Terrorists want Jews to be afraid? Davka, I will stand wearing a kippa and an Israeli flag in the middle of Times Square. I want every Jewish person to see I am not afraid to show who I am, and they should never feel ashamed or afraid to identify as part of our wonderful people and country.

When I was in the army, I did wear a uniform that identified me to the world as an Israeli. This made me a possible target for violence. I wore the uniform proudly, because I was proud of who I was, and because I had the confidence and training to protect myself. I didn’t just wear a uniform, I wore values and education.

I still wear those values and education. While I was being interviewed, I was asked: ”Who is to blame in this situation?”

My answer came directly from the ethics and values of the identifying symbols I wore, the flag of Israel and the Kippa of Judaism.

Picture taken by a friend for me while I was being interviewed

Being Israeli allowed me to serve in a moral army, where we are and always are operating defensively against terror. I know from my personal service how the army targets specific targets in order to protect civilians in the most efficient way possible, and that it is our moral duty to do everything in our power to fight terror without hurting innocent people.

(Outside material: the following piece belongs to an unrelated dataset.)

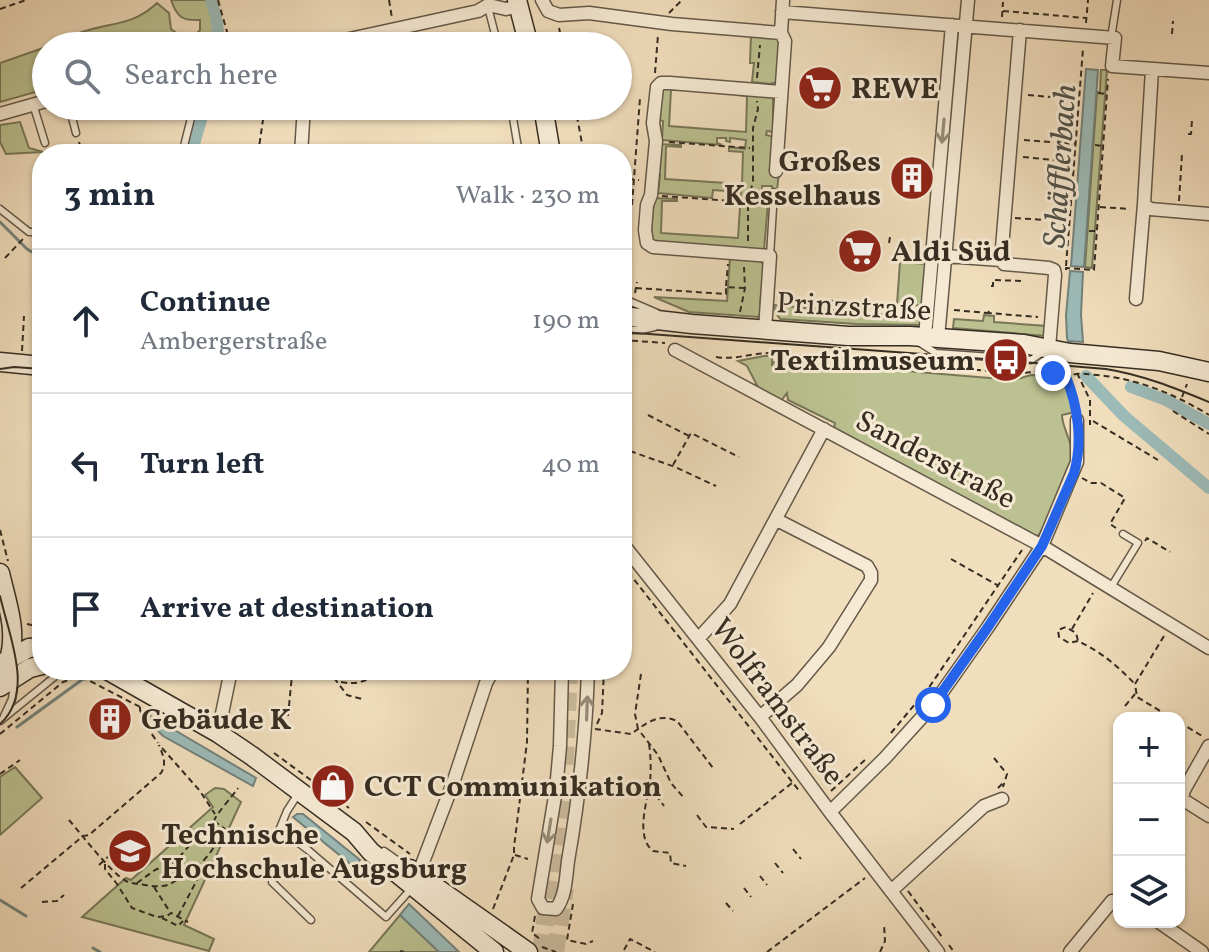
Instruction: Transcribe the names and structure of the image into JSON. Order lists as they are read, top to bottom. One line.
{"streets":{"main road":["Prinzstraße"],"street":["Sanderstraße","Wolframstraße"]},"water":["Schäfflerbach"],"places":{"supermarket":["REWE","Aldi Süd"],"building":["Großes Kesselhaus","Gebäude K"],"bus stop":["Textilmuseum"],"shop":["CCT Communikation"],"school or university":["Technische Hochschule Augsburg"]},"page":{"search":"Search here","heading":["3 min","Walk · 230 m"],"list":[["Continue","Ambergerstraße","190 m"],["Turn left","40 m"],"Arrive at destination"],"map_buttons":["+","−"]}}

Being Jewish taught me that we must solve our problems with words and negotiations, not deadly weapons. It taught me that communication and cooperation, and especially walking in peace with others is how I should live my daily life.

Every Jewish person today needs that confidence, training, and pride, to walk in peace, live our lives authentically, and work to create a better world.

I am proud I am headed to another rally this Sunday, details below. Going is my way of saving, I was born a Jew and I will hold my head high, and I want everyone to see it.

Screencap from the IAC invite, taken from their Instagram which they asked to be spread around
About the Author
Raz Chen is an Experts II Instructor at Krav Maga Experts in New York City, with multiple certifications from the Sports Academy in Israel, and Wingate Institute. A former special operations infantry combatant and Senior military Krav Maga instructor, Raz taught over 10,000 soldiers, including top special forces counter-terrorism and US Marines. He currently teaches classes and seminars for army, police, and civilians in topics like counter-terrorism, rape prevention, Krav Maga instructor certification, Krav Maga combat, and fitness. He is a certified Yoga Instructor and has created his own class “Element” which incorporates body awareness, balance, and movement. He can be found on Instagram and his personal website.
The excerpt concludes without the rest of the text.